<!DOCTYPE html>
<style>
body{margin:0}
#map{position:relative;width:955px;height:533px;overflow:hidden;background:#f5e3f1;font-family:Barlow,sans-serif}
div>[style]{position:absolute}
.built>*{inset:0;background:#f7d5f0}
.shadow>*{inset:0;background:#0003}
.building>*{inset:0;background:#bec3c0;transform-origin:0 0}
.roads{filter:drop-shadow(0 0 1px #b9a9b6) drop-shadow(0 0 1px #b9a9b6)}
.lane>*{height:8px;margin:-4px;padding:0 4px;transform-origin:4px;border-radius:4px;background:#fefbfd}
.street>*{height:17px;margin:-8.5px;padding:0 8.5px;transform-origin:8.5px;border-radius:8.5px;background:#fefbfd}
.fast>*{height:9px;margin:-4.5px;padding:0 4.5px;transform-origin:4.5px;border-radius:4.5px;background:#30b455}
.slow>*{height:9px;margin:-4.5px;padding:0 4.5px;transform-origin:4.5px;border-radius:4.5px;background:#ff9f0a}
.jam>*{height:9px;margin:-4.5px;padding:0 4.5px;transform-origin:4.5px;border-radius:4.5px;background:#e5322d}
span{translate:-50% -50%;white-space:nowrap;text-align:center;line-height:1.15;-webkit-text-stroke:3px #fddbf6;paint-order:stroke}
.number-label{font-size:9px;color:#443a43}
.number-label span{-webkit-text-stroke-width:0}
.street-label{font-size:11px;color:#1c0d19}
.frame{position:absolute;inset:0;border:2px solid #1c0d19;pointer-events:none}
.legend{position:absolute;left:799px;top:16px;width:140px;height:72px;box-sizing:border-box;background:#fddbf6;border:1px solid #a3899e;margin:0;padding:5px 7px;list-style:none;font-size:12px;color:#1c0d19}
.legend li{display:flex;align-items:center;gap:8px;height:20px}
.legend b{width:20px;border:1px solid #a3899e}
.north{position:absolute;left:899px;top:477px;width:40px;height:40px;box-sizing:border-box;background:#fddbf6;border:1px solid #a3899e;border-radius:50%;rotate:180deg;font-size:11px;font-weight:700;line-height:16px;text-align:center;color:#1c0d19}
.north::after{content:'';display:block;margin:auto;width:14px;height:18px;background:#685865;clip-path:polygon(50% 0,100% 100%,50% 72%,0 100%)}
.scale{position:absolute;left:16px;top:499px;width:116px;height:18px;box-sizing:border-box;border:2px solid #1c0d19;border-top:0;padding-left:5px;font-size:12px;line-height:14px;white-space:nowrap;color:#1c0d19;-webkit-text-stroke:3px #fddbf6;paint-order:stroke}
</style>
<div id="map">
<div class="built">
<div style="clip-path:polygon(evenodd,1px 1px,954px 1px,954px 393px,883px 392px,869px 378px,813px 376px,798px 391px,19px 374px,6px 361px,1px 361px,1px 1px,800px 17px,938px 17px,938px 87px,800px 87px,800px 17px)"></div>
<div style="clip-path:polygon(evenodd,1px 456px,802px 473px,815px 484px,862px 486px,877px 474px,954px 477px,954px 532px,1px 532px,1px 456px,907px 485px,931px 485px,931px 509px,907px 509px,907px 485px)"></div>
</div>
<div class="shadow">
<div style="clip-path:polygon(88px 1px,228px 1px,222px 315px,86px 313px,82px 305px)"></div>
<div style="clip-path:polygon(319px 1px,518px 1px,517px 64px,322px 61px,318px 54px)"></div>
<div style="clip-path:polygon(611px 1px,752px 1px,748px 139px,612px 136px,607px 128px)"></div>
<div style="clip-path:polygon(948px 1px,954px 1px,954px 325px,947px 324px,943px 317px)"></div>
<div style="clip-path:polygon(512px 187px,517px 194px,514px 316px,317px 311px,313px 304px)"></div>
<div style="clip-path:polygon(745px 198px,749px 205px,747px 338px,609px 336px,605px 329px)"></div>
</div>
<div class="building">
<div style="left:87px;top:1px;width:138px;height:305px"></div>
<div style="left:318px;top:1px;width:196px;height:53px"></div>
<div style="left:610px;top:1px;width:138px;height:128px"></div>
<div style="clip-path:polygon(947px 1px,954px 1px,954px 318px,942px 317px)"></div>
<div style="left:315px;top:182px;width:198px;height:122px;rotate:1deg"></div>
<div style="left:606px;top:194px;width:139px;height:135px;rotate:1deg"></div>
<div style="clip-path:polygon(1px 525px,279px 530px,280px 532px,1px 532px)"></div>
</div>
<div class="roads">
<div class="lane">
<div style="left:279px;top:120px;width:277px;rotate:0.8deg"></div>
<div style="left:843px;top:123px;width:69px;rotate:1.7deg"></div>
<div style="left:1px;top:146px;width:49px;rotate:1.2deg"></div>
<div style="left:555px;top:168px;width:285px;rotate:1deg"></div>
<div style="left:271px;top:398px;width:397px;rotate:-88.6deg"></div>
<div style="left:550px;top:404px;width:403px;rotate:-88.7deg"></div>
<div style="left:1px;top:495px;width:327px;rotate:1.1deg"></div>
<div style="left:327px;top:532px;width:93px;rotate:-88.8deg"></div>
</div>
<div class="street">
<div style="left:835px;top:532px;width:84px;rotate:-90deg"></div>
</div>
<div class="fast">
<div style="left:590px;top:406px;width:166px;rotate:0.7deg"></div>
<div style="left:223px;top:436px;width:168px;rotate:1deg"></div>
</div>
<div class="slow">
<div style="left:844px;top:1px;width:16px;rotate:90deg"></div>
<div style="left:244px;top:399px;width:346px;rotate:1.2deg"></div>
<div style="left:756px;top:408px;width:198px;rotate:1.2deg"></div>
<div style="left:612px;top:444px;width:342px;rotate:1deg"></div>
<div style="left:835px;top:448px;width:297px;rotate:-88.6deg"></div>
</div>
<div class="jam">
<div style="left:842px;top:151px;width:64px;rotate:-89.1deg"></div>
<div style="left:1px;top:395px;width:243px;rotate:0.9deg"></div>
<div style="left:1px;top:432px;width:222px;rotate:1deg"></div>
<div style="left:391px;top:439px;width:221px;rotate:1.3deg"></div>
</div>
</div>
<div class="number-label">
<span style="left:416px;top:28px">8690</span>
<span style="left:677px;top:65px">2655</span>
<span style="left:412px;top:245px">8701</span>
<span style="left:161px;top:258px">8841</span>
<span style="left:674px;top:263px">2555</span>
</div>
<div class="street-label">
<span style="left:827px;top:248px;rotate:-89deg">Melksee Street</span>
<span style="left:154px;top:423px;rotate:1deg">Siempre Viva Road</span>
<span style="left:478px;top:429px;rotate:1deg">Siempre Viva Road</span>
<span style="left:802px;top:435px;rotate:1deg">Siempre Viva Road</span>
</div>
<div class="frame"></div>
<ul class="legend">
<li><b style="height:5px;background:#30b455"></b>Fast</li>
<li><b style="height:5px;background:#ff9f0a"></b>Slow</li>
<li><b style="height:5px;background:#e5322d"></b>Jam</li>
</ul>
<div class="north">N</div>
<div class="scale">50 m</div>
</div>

◇ ◇ ◇ ◇ ◇ ◇ ◇

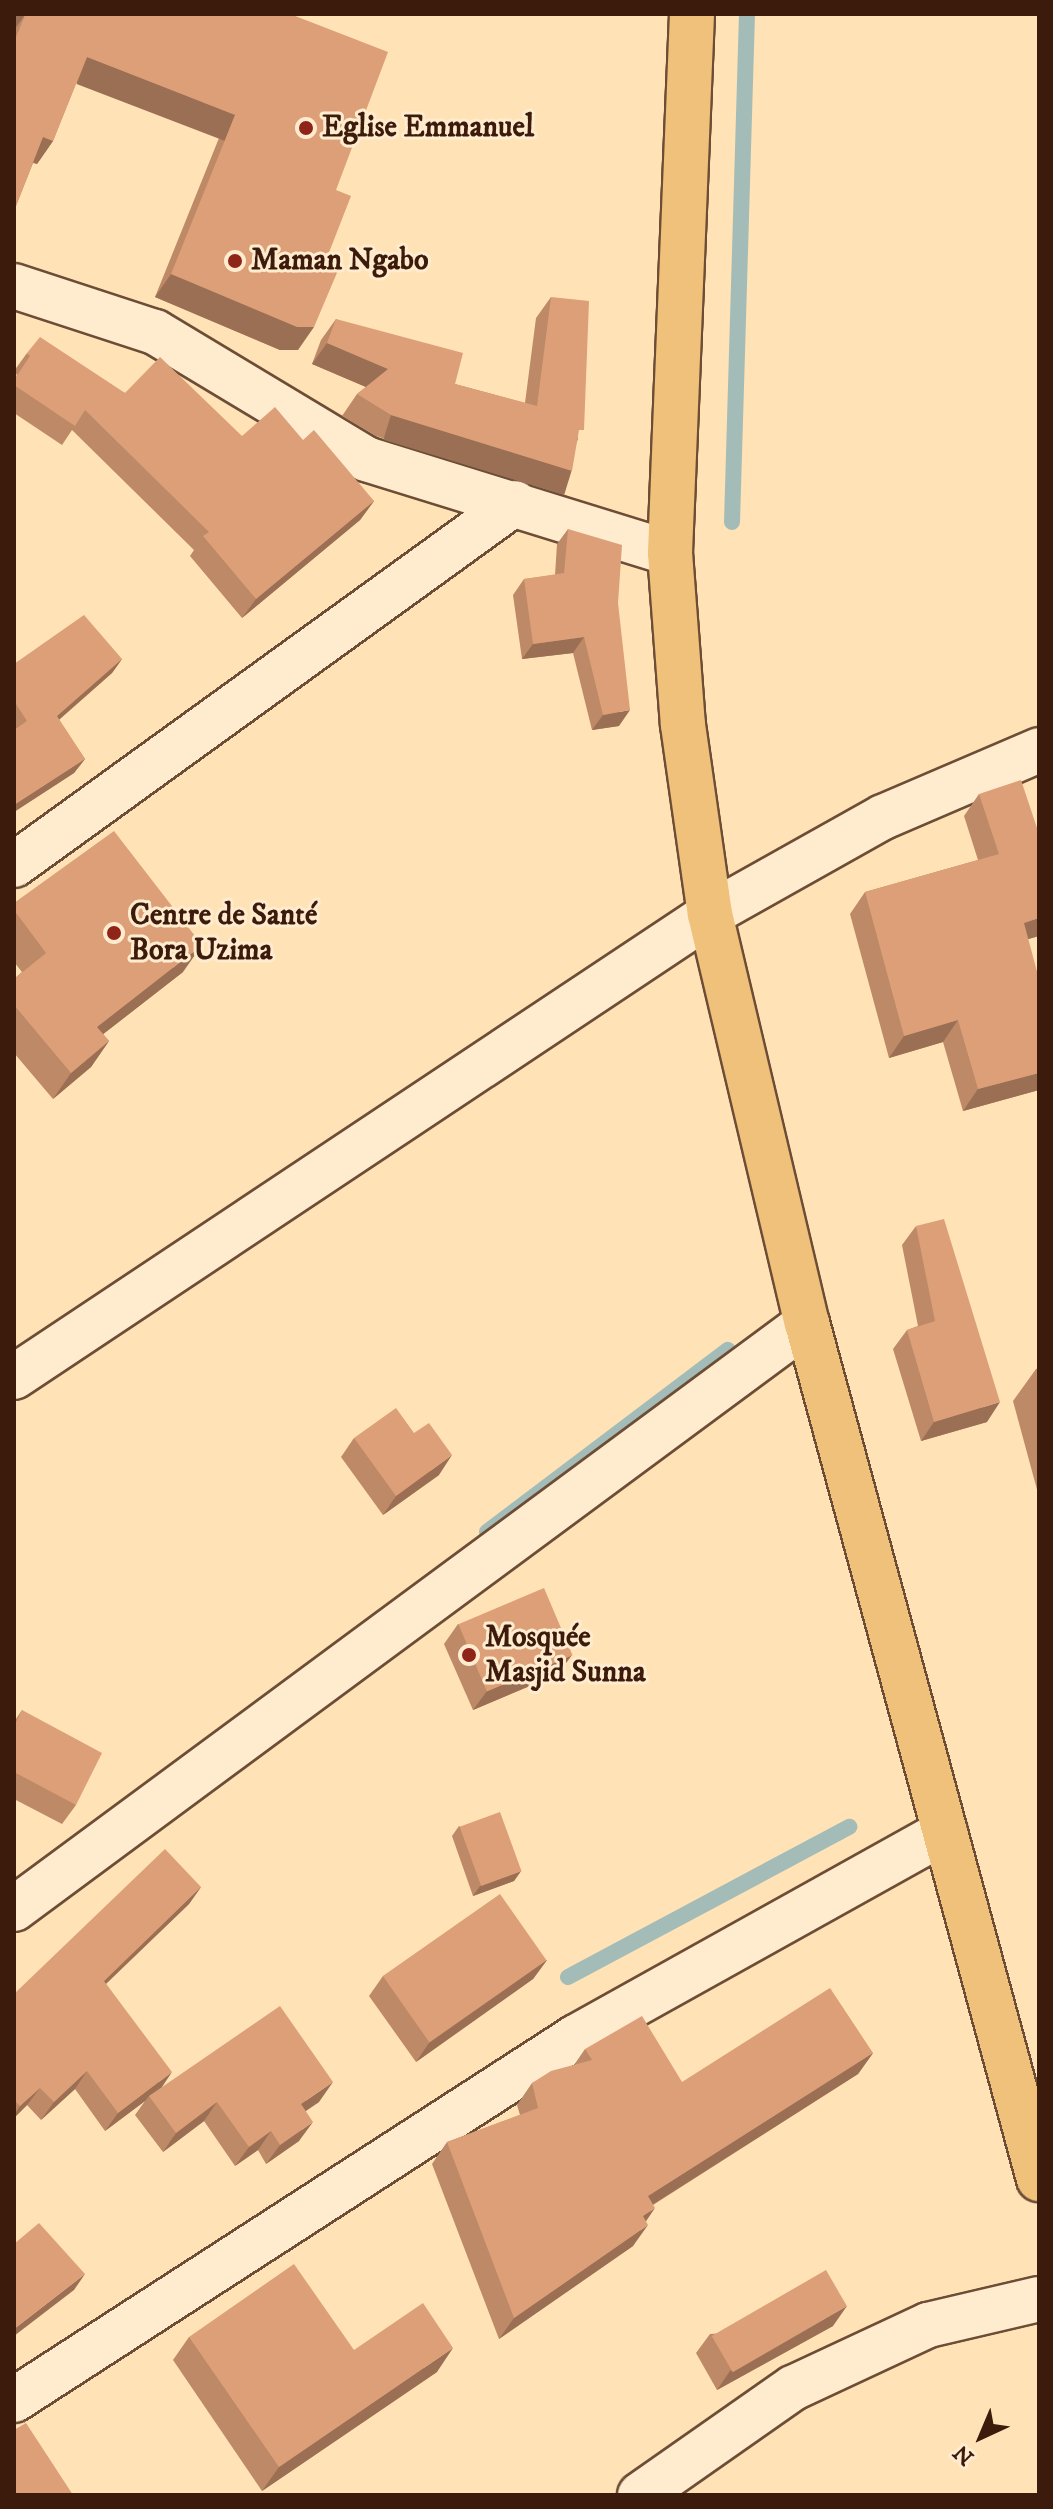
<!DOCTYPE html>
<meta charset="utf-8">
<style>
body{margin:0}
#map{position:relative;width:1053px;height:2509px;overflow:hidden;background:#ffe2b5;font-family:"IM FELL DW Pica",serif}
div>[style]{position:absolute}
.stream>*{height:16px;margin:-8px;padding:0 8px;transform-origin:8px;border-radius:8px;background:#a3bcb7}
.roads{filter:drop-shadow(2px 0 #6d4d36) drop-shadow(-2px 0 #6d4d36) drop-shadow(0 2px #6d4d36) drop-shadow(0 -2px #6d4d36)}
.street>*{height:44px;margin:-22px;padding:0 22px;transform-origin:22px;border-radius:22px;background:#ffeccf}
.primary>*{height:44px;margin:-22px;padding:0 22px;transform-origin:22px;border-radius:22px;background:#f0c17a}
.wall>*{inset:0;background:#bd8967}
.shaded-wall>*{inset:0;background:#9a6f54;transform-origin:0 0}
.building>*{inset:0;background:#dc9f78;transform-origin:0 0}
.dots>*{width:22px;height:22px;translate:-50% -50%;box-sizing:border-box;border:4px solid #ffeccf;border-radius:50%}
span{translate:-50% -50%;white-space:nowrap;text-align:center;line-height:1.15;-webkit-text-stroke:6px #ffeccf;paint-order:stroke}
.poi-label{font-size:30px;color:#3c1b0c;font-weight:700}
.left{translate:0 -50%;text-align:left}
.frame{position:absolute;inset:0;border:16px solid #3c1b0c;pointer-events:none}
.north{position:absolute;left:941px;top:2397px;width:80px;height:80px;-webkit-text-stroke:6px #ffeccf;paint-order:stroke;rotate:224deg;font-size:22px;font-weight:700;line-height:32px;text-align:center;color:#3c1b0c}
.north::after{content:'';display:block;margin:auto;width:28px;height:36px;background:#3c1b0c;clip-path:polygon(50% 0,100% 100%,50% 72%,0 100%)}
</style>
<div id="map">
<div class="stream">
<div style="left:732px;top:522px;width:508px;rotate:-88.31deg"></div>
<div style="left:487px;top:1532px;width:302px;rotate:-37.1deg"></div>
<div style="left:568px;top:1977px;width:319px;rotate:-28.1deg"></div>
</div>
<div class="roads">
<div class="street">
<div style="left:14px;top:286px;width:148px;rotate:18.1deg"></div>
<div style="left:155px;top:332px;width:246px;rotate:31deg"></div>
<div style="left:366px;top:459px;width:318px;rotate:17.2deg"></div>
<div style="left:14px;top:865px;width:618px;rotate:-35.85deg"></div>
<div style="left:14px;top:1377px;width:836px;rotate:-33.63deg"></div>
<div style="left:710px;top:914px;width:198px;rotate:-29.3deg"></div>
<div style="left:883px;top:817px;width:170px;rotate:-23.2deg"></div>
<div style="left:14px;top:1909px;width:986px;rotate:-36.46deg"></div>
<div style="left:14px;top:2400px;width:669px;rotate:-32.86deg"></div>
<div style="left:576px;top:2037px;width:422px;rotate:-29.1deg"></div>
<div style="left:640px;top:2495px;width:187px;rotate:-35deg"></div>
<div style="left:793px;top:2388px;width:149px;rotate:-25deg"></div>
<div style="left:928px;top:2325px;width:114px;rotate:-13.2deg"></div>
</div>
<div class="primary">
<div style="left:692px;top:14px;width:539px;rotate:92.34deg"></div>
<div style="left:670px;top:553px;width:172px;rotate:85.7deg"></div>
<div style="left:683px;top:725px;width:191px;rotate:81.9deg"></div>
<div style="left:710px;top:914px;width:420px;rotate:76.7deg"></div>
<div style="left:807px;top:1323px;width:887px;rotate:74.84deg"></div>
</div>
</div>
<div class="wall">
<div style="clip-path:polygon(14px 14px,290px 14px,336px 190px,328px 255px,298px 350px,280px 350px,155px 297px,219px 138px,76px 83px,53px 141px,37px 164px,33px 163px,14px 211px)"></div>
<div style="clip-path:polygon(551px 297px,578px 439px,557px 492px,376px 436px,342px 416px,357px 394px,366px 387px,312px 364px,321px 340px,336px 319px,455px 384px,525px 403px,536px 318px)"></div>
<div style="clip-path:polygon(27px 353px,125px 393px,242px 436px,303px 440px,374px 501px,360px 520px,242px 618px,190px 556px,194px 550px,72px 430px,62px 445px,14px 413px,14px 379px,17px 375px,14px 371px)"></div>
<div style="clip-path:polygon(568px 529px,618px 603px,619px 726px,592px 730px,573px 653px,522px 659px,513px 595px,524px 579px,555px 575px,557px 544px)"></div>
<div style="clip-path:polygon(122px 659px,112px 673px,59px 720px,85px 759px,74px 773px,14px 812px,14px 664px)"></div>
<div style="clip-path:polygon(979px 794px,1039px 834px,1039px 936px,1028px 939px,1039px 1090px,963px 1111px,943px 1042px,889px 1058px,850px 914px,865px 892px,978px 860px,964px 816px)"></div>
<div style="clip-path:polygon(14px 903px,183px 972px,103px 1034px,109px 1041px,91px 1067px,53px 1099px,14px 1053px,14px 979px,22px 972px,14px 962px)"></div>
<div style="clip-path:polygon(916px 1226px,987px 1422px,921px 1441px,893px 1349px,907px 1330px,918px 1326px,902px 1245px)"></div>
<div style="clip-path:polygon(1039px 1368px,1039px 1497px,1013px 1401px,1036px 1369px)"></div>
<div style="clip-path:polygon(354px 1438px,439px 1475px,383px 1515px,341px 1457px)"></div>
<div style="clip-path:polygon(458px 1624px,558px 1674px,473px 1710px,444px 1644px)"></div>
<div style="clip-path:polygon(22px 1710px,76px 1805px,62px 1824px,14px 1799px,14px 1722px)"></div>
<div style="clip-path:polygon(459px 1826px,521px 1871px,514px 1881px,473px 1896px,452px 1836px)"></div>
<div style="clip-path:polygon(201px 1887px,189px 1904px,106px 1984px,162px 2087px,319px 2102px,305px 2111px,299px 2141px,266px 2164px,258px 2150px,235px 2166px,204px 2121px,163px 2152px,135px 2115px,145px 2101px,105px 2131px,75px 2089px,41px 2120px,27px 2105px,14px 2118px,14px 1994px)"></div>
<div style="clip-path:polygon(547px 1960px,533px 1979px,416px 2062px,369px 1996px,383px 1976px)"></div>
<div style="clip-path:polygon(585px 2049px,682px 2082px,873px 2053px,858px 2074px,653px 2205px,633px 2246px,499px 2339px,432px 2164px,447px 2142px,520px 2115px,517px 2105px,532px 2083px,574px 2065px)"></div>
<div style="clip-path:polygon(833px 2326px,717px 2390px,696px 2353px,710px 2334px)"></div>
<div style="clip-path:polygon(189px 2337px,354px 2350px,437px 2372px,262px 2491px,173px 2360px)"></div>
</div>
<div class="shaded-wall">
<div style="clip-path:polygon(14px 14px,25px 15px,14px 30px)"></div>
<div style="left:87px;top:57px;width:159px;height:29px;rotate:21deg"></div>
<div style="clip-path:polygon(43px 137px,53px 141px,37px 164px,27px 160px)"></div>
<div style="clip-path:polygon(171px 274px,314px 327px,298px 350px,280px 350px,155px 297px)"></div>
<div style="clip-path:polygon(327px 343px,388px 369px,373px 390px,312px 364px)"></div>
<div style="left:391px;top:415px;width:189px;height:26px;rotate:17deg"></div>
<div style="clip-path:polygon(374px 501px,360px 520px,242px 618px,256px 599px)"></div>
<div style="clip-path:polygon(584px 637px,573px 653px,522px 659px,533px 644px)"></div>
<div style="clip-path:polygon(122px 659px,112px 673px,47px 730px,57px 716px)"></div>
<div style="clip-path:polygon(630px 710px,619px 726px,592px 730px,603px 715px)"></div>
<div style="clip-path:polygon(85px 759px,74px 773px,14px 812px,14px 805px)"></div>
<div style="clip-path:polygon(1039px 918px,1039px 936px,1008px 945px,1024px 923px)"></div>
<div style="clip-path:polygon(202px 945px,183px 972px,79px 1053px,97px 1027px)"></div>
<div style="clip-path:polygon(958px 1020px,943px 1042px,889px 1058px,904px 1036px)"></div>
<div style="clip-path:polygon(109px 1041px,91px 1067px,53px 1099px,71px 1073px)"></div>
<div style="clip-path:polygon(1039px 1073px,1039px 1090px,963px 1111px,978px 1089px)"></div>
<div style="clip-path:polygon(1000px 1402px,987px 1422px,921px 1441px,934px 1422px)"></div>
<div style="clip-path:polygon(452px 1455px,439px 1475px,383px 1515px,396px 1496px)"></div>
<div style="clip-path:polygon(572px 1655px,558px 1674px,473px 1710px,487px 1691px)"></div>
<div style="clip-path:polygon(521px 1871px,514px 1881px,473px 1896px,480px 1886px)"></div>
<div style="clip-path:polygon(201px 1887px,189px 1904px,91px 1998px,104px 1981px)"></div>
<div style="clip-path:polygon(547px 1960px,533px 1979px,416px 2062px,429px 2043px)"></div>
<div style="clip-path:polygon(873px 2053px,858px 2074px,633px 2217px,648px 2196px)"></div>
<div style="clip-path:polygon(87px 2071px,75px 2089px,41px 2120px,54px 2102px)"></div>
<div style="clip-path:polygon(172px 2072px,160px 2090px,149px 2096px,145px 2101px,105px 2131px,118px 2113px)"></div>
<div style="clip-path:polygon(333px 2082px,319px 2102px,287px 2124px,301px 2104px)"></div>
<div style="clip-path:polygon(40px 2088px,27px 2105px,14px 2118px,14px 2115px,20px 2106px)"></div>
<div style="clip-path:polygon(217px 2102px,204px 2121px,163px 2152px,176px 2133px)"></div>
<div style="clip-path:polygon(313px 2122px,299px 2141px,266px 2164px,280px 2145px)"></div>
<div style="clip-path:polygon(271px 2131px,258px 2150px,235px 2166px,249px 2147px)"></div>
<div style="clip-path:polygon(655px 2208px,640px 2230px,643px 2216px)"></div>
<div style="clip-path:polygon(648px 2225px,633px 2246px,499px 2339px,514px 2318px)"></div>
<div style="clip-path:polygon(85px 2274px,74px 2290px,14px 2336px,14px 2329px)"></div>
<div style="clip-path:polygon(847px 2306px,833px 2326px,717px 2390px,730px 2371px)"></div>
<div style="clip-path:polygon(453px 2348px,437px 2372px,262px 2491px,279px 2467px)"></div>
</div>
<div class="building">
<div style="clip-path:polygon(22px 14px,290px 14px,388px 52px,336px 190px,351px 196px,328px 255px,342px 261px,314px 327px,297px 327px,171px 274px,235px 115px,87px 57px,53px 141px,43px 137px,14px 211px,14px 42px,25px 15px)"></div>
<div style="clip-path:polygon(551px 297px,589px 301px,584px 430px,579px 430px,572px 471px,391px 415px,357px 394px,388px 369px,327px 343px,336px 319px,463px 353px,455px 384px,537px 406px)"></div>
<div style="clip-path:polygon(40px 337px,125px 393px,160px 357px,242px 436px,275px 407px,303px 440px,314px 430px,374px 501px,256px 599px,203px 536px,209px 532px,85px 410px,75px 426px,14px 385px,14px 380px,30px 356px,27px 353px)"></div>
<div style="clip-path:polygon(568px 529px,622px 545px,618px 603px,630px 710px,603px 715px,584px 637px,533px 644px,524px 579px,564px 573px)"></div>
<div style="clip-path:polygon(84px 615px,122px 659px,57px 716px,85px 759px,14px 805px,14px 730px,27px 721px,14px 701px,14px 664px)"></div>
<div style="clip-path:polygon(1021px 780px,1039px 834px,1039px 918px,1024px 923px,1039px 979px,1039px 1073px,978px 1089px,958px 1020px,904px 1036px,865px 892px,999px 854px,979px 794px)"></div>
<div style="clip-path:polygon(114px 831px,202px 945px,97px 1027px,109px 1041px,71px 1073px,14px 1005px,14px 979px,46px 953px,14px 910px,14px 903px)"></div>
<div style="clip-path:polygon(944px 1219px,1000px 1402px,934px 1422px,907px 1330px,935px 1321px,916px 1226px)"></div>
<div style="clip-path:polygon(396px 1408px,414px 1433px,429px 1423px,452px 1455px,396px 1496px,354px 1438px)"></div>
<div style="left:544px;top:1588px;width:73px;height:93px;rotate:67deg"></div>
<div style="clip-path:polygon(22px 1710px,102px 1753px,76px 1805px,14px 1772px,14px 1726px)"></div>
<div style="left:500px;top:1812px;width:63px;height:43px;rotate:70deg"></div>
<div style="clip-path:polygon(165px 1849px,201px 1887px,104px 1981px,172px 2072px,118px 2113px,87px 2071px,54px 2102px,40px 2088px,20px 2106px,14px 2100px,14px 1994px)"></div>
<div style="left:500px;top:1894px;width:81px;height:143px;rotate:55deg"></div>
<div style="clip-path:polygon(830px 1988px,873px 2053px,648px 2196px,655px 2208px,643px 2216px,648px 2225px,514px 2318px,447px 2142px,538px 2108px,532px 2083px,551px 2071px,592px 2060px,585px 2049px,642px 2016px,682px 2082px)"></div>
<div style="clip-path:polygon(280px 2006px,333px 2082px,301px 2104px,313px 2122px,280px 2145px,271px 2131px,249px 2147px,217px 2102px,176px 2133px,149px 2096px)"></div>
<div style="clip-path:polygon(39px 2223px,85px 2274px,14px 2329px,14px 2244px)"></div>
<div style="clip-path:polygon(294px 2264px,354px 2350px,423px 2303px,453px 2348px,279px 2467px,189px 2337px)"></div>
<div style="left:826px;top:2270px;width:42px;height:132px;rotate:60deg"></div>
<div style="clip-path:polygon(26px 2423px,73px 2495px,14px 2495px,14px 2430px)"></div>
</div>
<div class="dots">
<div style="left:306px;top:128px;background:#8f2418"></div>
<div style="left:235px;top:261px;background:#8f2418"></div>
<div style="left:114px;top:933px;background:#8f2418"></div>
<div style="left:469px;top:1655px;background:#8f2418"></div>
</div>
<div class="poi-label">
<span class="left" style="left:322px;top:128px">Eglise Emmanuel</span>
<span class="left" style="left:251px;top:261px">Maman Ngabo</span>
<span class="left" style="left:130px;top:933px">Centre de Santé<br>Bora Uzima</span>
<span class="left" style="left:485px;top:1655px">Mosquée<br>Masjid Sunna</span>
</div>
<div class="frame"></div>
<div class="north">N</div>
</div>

◇ ◇ ◇ ◇ ◇ ◇ ◇

• [Work instructions] Lines holding the string "shaded": find them in the listing above and copy each one.

• [Solution below]
.shaded-wall>*{inset:0;background:#9a6f54;transform-origin:0 0}
<div class="shaded-wall">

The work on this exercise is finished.